---------- Record extracts ----------

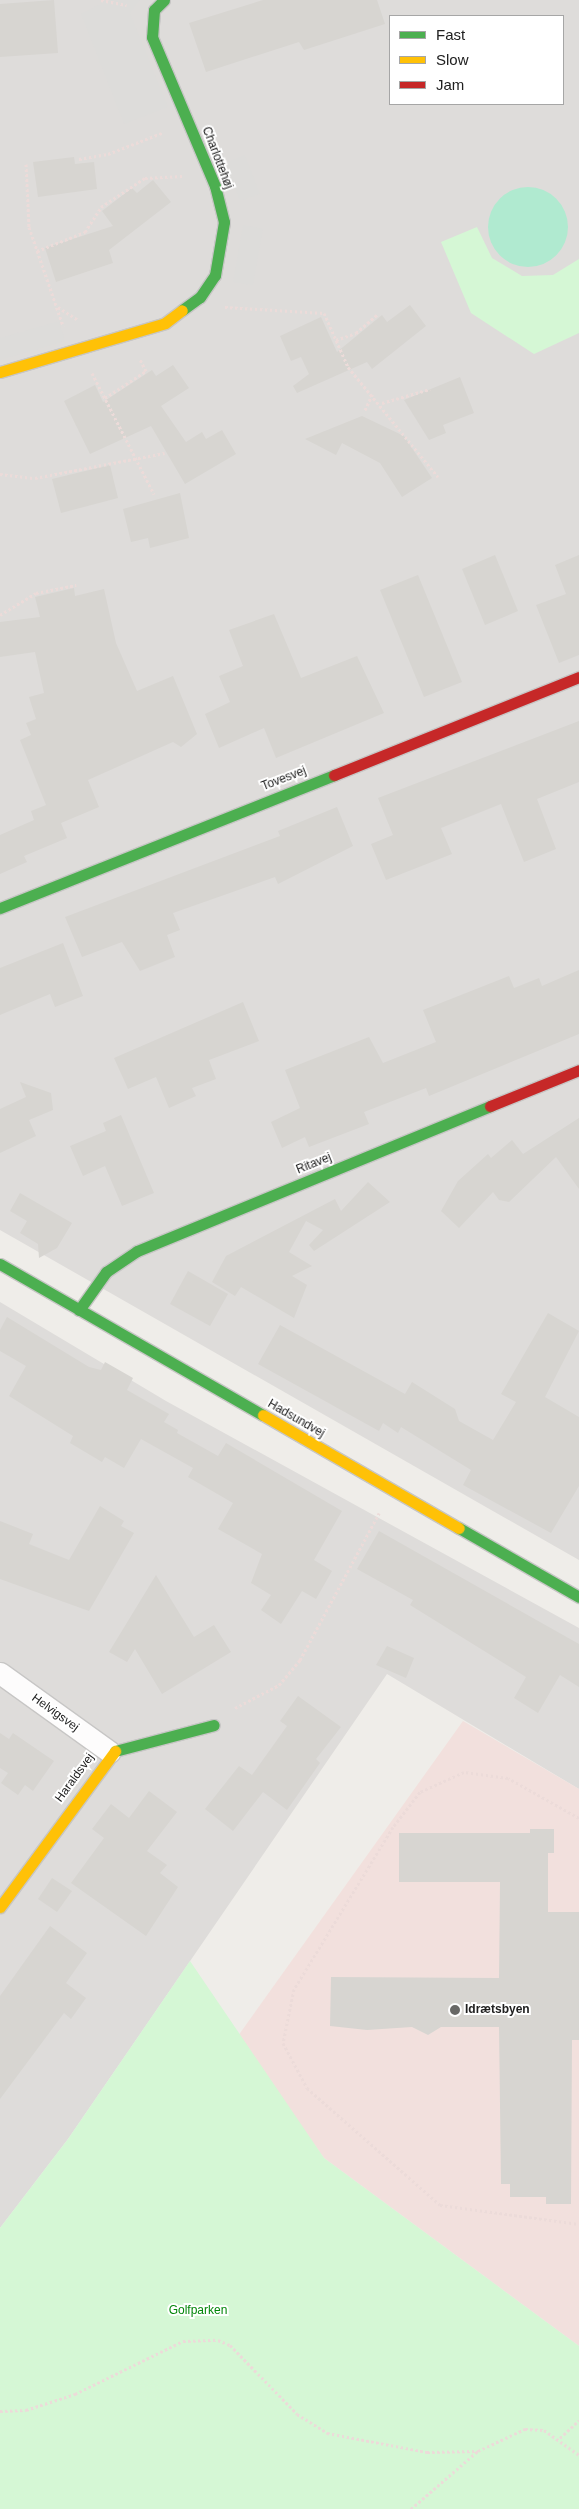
<!DOCTYPE html>
<meta charset="utf-8">
<style>
body{margin:0}
#map{position:relative;width:579px;height:2509px;overflow:hidden;background:#efede9;font-family:Arial,sans-serif}
div>[style]{position:absolute}
.residential>*{inset:0;background:#dedcda}
.commercial>*{inset:0;background:#f2e0dd}
.religious>*{inset:0;background:#dddcda}
.park>*{inset:0;background:#d5f7d5}
.pitch>*{inset:0;background:#b0ead0}
.round{border-radius:50%}
.building>*{inset:0;background:#d7d5d1}
.path>*{height:3px;margin-top:-1.5px;transform-origin:0;background:repeating-linear-gradient(90deg,#ecdbd9 0 2.5px,transparent 0 5px)}
.roads{filter:drop-shadow(1px 0 #c7c6c5) drop-shadow(-1px 0 #c7c6c5) drop-shadow(0 1px #c7c6c5) drop-shadow(0 -1px #c7c6c5)}
.street>*{height:21px;margin:-10.5px;padding:0 10.5px;transform-origin:10.5px;border-radius:10.5px;background:#fdfcfc}
.fast>*{height:11px;margin:-5.5px;padding:0 5.5px;transform-origin:5.5px;border-radius:5.5px;background:#4caf50}
.slow>*{height:11px;margin:-5.5px;padding:0 5.5px;transform-origin:5.5px;border-radius:5.5px;background:#ffc107}
.jam>*{height:11px;margin:-5.5px;padding:0 5.5px;transform-origin:5.5px;border-radius:5.5px;background:#c62828}
.dots>*{width:14px;height:14px;translate:-50% -50%;box-sizing:border-box;border:2px solid #fff;border-radius:50%}
span{translate:-50% -50%;white-space:nowrap;text-align:center;line-height:1.15;-webkit-text-stroke:4px #fff;paint-order:stroke}
.street-label{font-size:12px;color:#202020}
.poi-label{font-size:12px;color:#202020;font-weight:700}
.left{translate:0 -50%;text-align:left}
.park-label{font-size:12px;color:#028609}
.legend{position:absolute;left:389px;top:15px;width:175px;height:90px;box-sizing:border-box;background:#fff;border:1px solid #a6a6a6;margin:0;padding:6px 9px;list-style:none;font-size:15px;color:#202020}
.legend li{display:flex;align-items:center;gap:10px;height:25px}
.legend b{width:25px;border:1px solid #a6a6a6}
</style>
<div id="map">
<div class="residential">
<i style="clip-path:polygon(evenodd,0 0,579px 0,579px 1560px,0 1230px,0 0,390px 16px,563px 16px,563px 104px,390px 104px,390px 16px)"></i>
<i style="clip-path:polygon(0 1302px,166px 1401px,579px 1628px,579px 1789px,387px 1674px,68px 2139px,0 2228px)"></i>
</div>
<div class="commercial">
<i style="clip-path:polygon(463px 1721px,579px 1789px,579px 2346px,324px 2158px,238px 2036px)"></i>
</div>
<div class="religious">
<i style="clip-path:polygon(108px 0,140px 0,130px 13px,168px 107px,124px 124px,81px 14px)"></i>
<i style="clip-path:polygon(245px 155px,260px 194px,240px 201px,225px 163px)"></i>
<i style="clip-path:polygon(243px 225px,263px 229px,253px 285px,233px 282px)"></i>
<i style="clip-path:polygon(59px 321px,65px 341px,0 360px,0 338px)"></i>
</div>
<div class="park">
<i style="clip-path:polygon(477px 227px,492px 258px,522px 276px,553px 275px,579px 259px,579px 333px,534px 354px,471px 313px,441px 242px)"></i>
<i style="clip-path:polygon(190px 1961px,324px 2158px,579px 2346px,579px 2509px,0 2509px,0 2228px,68px 2139px)"></i>
</div>
<div class="pitch">
<i class="round" style="left:488px;top:187px;width:80px;height:80px"></i>
</div>
<div class="building">
<i style="clip-path:polygon(54px 0,58px 53px,0 57px,0 4px)"></i>
<i style="clip-path:polygon(263px 0,377px 0,385px 24px,304px 50px,299px 42px,206px 72px,189px 23px)"></i>
<i style="clip-path:polygon(74px 157px,75px 164px,94px 162px,97px 189px,38px 197px,33px 162px)"></i>
<i style="clip-path:polygon(153px 180px,171px 202px,109px 250px,113px 263px,56px 282px,45px 248px,113px 226px,102px 211px,132px 188px,137px 193px)"></i>
<i style="clip-path:polygon(410px 305px,426px 326px,372px 369px,367px 362px,297px 393px,293px 386px,309px 374px,301px 357px,291px 361px,280px 336px,321px 317px,337px 352px,382px 315px,387px 322px)"></i>
<i style="clip-path:polygon(173px 365px,189px 388px,161px 406px,186px 442px,202px 432px,206px 439px,222px 430px,236px 454px,185px 484px,151px 426px,90px 454px,64px 401px,95px 385px,103px 402px,152px 370px,156px 376px)"></i>
<i style="clip-path:polygon(460px 377px,474px 413px,443px 425px,446px 433px,429px 440px,404px 400px)"></i>
<i style="clip-path:polygon(362px 416px,404px 436px,432px 478px,402px 497px,380px 463px,342px 443px,336px 455px,305px 439px)"></i>
<i style="clip-path:polygon(110px 465px,118px 498px,61px 513px,52px 479px)"></i>
<i style="clip-path:polygon(180px 493px,189px 538px,150px 548px,148px 538px,131px 542px,123px 509px)"></i>
<i style="clip-path:polygon(495px 555px,518px 611px,485px 625px,462px 569px)"></i>
<i style="clip-path:polygon(579px 555px,579px 655px,559px 663px,536px 605px,566px 594px,555px 565px)"></i>
<i style="clip-path:polygon(418px 575px,462px 682px,424px 697px,380px 590px)"></i>
<i style="clip-path:polygon(74px 588px,75px 596px,104px 589px,116px 643px,137px 691px,173px 676px,197px 734px,181px 747px,173px 742px,88px 780px,99px 807px,61px 823px,67px 838px,24px 856px,27px 862px,0 874px,0 835px,34px 820px,31px 811px,46px 805px,20px 740px,31px 735px,26px 723px,36px 719px,29px 697px,44px 693px,35px 652px,0 657px,0 622px,40px 617px,35px 597px)"></i>
<i style="clip-path:polygon(274px 614px,301px 678px,357px 656px,384px 713px,276px 758px,264px 728px,219px 748px,205px 714px,230px 702px,219px 676px,243px 666px,229px 630px)"></i>
<i style="clip-path:polygon(579px 721px,579px 782px,537px 799px,556px 849px,524px 862px,501px 804px,441px 828px,452px 854px,386px 880px,371px 844px,393px 835px,378px 798px)"></i>
<i style="clip-path:polygon(337px 807px,353px 846px,278px 884px,275px 877px,173px 913px,180px 930px,167px 935px,175px 957px,140px 971px,122px 942px,82px 957px,65px 917px,280px 836px,278px 831px)"></i>
<i style="clip-path:polygon(63px 943px,83px 996px,55px 1007px,50px 994px,0 1015px,0 968px)"></i>
<i style="clip-path:polygon(579px 970px,579px 1034px,429px 1096px,426px 1088px,364px 1112px,369px 1124px,309px 1147px,305px 1137px,282px 1148px,271px 1122px,300px 1108px,285px 1070px,369px 1037px,383px 1063px,436px 1042px,423px 1010px,509px 976px,514px 988px,539px 978px,542px 986px)"></i>
<i style="clip-path:polygon(243px 1002px,259px 1041px,209px 1060px,216px 1079px,192px 1088px,196px 1096px,169px 1108px,156px 1077px,128px 1089px,114px 1058px)"></i>
<i style="clip-path:polygon(20px 1082px,51px 1093px,53px 1110px,29px 1120px,36px 1136px,0 1153px,0 1109px,26px 1097px)"></i>
<i style="clip-path:polygon(121px 1115px,154px 1193px,122px 1206px,105px 1166px,83px 1176px,70px 1146px,106px 1131px,103px 1123px)"></i>
<i style="clip-path:polygon(579px 1118px,579px 1189px,556px 1157px,509px 1202px,499px 1200px,493px 1192px,459px 1228px,441px 1211px,458px 1181px,488px 1154px,491px 1158px,512px 1140px,523px 1154px)"></i>
<i style="clip-path:polygon(368px 1182px,390px 1202px,314px 1251px,309px 1245px,323px 1230px,306px 1221px,289px 1252px,312px 1266px,292px 1276px,307px 1285px,294px 1318px,241px 1287px,235px 1296px,212px 1282px,226px 1256px,335px 1199px,341px 1211px)"></i>
<i style="clip-path:polygon(20px 1193px,72px 1223px,57px 1248px,39px 1258px,38px 1244px,20px 1233px,27px 1221px,10px 1211px)"></i>
<i style="clip-path:polygon(188px 1271px,228px 1294px,210px 1326px,170px 1304px)"></i>
<i style="clip-path:polygon(548px 1313px,579px 1331px,545px 1397px,579px 1417px,579px 1486px,551px 1533px,463px 1485px,471px 1470px,401px 1427px,398px 1433px,383px 1423px,379px 1431px,258px 1364px,280px 1325px,405px 1394px,412px 1382px,455px 1409px,459px 1421px,493px 1440px,516px 1402px,501px 1394px)"></i>
<i style="clip-path:polygon(7px 1317px,89px 1367px,101px 1370px,105px 1362px,133px 1378px,127px 1390px,169px 1414px,164px 1422px,178px 1430px,177px 1433px,218px 1456px,226px 1443px,342px 1511px,314px 1560px,332px 1571px,316px 1599px,302px 1591px,281px 1624px,261px 1610px,271px 1595px,251px 1583px,262px 1554px,218px 1529px,233px 1503px,188px 1477px,193px 1468px,141px 1439px,124px 1468px,105px 1457px,102px 1462px,70px 1443px,73px 1436px,9px 1396px,26px 1366px,0 1351px,0 1330px)"></i>
<i style="clip-path:polygon(100px 1506px,124px 1521px,121px 1526px,134px 1533px,89px 1611px,0 1579px,0 1521px,33px 1534px,29px 1544px,69px 1560px)"></i>
<i style="clip-path:polygon(379px 1531px,579px 1644px,579px 1687px,560px 1675px,538px 1713px,514px 1698px,526px 1677px,410px 1605px,413px 1600px,357px 1569px)"></i>
<i style="clip-path:polygon(156px 1575px,194px 1637px,214px 1625px,231px 1652px,162px 1694px,135px 1649px,127px 1662px,109px 1652px)"></i>
<i style="clip-path:polygon(387px 1646px,414px 1658px,406px 1678px,376px 1665px)"></i>
<i style="clip-path:polygon(298px 1696px,341px 1727px,316px 1759px,320px 1763px,287px 1810px,263px 1792px,233px 1831px,205px 1809px,239px 1766px,252px 1775px,287px 1726px,280px 1721px)"></i>
<i style="clip-path:polygon(0 1733px,9px 1739px,13px 1733px,54px 1761px,33px 1791px,25px 1785px,18px 1795px,1px 1783px,8px 1773px,0 1768px)"></i>
<i style="clip-path:polygon(149px 1791px,177px 1812px,147px 1851px,167px 1865px,160px 1873px,178px 1887px,146px 1936px,71px 1883px,104px 1838px,92px 1829px,111px 1804px,129px 1818px)"></i>
<i style="clip-path:polygon(530px 1829px,554px 1829px,554px 1853px,548px 1853px,548px 1912px,579px 1912px,579px 2040px,572px 2040px,571px 2204px,546px 2204px,546px 2197px,510px 2197px,510px 2184px,501px 2184px,499px 2027px,441px 2027px,428px 2035px,412px 2027px,367px 2030px,330px 2026px,331px 1977px,499px 1978px,500px 1882px,399px 1882px,399px 1833px,530px 1833px)"></i>
<i style="clip-path:polygon(52px 1878px,72px 1891px,57px 1912px,38px 1899px)"></i>
<i style="clip-path:polygon(50px 1926px,87px 1953px,66px 1983px,86px 1998px,71px 2019px,64px 2013px,0 2099px,0 1996px)"></i>
</div>
<div class="path">
<i style="left:101px;top:0;width:26px;rotate:11deg"></i>
<i style="left:79px;top:159px;width:29px;rotate:-10deg"></i>
<i style="left:108px;top:154px;width:58px;rotate:-21.3deg"></i>
<i style="left:26px;top:164px;width:63px;rotate:87.3deg"></i>
<i style="left:29px;top:227px;width:105px;rotate:71deg"></i>
<i style="left:37px;top:251px;width:52px;rotate:-21.6deg"></i>
<i style="left:85px;top:232px;width:30px;rotate:-57deg"></i>
<i style="left:101px;top:207px;width:53px;rotate:-33.4deg"></i>
<i style="left:145px;top:178px;width:37px;rotate:-3deg"></i>
<i style="left:58px;top:307px;width:24px;rotate:33deg"></i>
<i style="left:225px;top:307px;width:99px;rotate:3.5deg"></i>
<i style="left:324px;top:313px;width:59px;rotate:66deg"></i>
<i style="left:348px;top:367px;width:142px;rotate:50.7deg"></i>
<i style="left:336px;top:340px;width:21px;rotate:-19deg"></i>
<i style="left:356px;top:333px;width:28px;rotate:-41deg"></i>
<i style="left:92px;top:373px;width:136px;rotate:62.9deg"></i>
<i style="left:105px;top:398px;width:49px;rotate:-33.4deg"></i>
<i style="left:146px;top:371px;width:13px;rotate:-117deg"></i>
<i style="left:382px;top:403px;width:50px;rotate:-16.3deg"></i>
<i style="left:365px;top:410px;width:19px;rotate:-65deg"></i>
<i style="left:0;top:474px;width:35px;rotate:7deg"></i>
<i style="left:35px;top:478px;width:132px;rotate:-10.9deg"></i>
<i style="left:0;top:615px;width:42px;rotate:-31.4deg"></i>
<i style="left:36px;top:593px;width:41px;rotate:-11.3deg"></i>
<i style="left:235px;top:1708px;width:50px;rotate:-27.6deg"></i>
<i style="left:279px;top:1685px;width:33px;rotate:-50deg"></i>
<i style="left:300px;top:1660px;width:167px;rotate:-61.7deg"></i>
<i style="left:579px;top:1818px;width:81px;rotate:-150.6deg"></i>
<i style="left:508px;top:1778px;width:44px;rotate:-172.2deg"></i>
<i style="left:464px;top:1772px;width:48px;rotate:155.6deg"></i>
<i style="left:420px;top:1792px;width:44px;rotate:127.6deg"></i>
<i style="left:393px;top:1827px;width:190px;rotate:121.4deg"></i>
<i style="left:294px;top:1989px;width:55px;rotate:101.5deg"></i>
<i style="left:283px;top:2043px;width:51px;rotate:61.9deg"></i>
<i style="left:307px;top:2088px;width:177px;rotate:41.3deg"></i>
<i style="left:440px;top:2205px;width:140px;rotate:7.8deg"></i>
<i style="left:0;top:2411px;width:26px;rotate:-2deg"></i>
<i style="left:26px;top:2410px;width:52px;rotate:-18.1deg"></i>
<i style="left:75px;top:2394px;width:120px;rotate:-26.1deg"></i>
<i style="left:183px;top:2341px;width:35px;rotate:-2deg"></i>
<i style="left:218px;top:2340px;width:13px;rotate:23deg"></i>
<i style="left:230px;top:2345px;width:96px;rotate:45.8deg"></i>
<i style="left:297px;top:2414px;width:36px;rotate:32deg"></i>
<i style="left:327px;top:2433px;width:102px;rotate:10.8deg"></i>
<i style="left:427px;top:2452px;width:51px;rotate:-1.1deg"></i>
<i style="left:560px;top:2438px;width:26px;rotate:-43deg"></i>
<i style="left:411px;top:2509px;width:89px;rotate:-40.9deg"></i>
<i style="left:478px;top:2451px;width:52px;rotate:-25.1deg"></i>
<i style="left:525px;top:2429px;width:19px;rotate:3deg"></i>
<i style="left:544px;top:2430px;width:43px;rotate:35.5deg"></i>
</div>
<div class="roads">
<div class="street">
<i style="left:0;top:1673px;width:135px;rotate:35.7deg"></i>
</div>
<div class="fast">
<i style="left:164px;top:0;width:14px;rotate:135deg"></i>
<i style="left:154px;top:10px;width:27px;rotate:94deg"></i>
<i style="left:152px;top:37px;width:162px;rotate:67.1deg"></i>
<i style="left:215px;top:186px;width:37px;rotate:76deg"></i>
<i style="left:224px;top:222px;width:54px;rotate:99.6deg"></i>
<i style="left:215px;top:275px;width:27px;rotate:124deg"></i>
<i style="left:200px;top:297px;width:22px;rotate:144deg"></i>
<i style="left:0;top:908px;width:360px;rotate:-21.7deg"></i>
<i style="left:0;top:1264px;width:303px;rotate:29.9deg"></i>
<i style="left:79px;top:1310px;width:47px;rotate:-54.6deg"></i>
<i style="left:106px;top:1272px;width:37px;rotate:-34deg"></i>
<i style="left:137px;top:1251px;width:382px;rotate:-22.3deg"></i>
<i style="left:459px;top:1528px;width:138px;rotate:29.9deg"></i>
<i style="left:115px;top:1751px;width:102px;rotate:-14.7deg"></i>
</div>
<div class="slow">
<i style="left:0;top:372px;width:172px;rotate:-16.5deg"></i>
<i style="left:165px;top:323px;width:21px;rotate:-37deg"></i>
<i style="left:263px;top:1415px;width:226px;rotate:30deg"></i>
<i style="left:0;top:1907px;width:194px;rotate:-53.6deg"></i>
</div>
<div class="jam">
<i style="left:334px;top:775px;width:264px;rotate:-21.8deg"></i>
<i style="left:490px;top:1106px;width:96px;rotate:-22deg"></i>
</div>
</div>
<div class="dots">
<i style="left:455px;top:2010px;background:#686866"></i>
</div>
<div class="street-label">
<span style="left:217px;top:158px;rotate:69deg">Charlottehøj</span>
<span style="left:284px;top:779px;rotate:-21deg">Tovesvej</span>
<span style="left:314px;top:1164px;rotate:-22deg">Ritavej</span>
<span style="left:296px;top:1419px;rotate:30deg">Hadsundvej</span>
<span style="left:55px;top:1713px;rotate:36deg">Helvigsvej</span>
<span style="left:75px;top:1778px;rotate:-54deg">Haraldsvej</span>
</div>
<div class="poi-label">
<span class="left" style="left:465px;top:2010px">Idrætsbyen</span>
</div>
<div class="park-label">
<span style="left:198px;top:2311px">Golfparken</span>
</div>
<ul class="legend">
<li><b style="height:6px;background:#4caf50"></b>Fast</li>
<li><b style="height:6px;background:#ffc107"></b>Slow</li>
<li><b style="height:6px;background:#c62828"></b>Jam</li>
</ul>
</div>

----------

Gather every line from the listing above in which "transform" appears, and copy those lines.

Answer to this task:
.path>*{height:3px;margin-top:-1.5px;transform-origin:0;background:repeating-linear-gradient(90deg,#ecdbd9 0 2.5px,transparent 0 5px)}
.street>*{height:21px;margin:-10.5px;padding:0 10.5px;transform-origin:10.5px;border-radius:10.5px;background:#fdfcfc}
.fast>*{height:11px;margin:-5.5px;padding:0 5.5px;transform-origin:5.5px;border-radius:5.5px;background:#4caf50}
.slow>*{height:11px;margin:-5.5px;padding:0 5.5px;transform-origin:5.5px;border-radius:5.5px;background:#ffc107}
.jam>*{height:11px;margin:-5.5px;padding:0 5.5px;transform-origin:5.5px;border-radius:5.5px;background:#c62828}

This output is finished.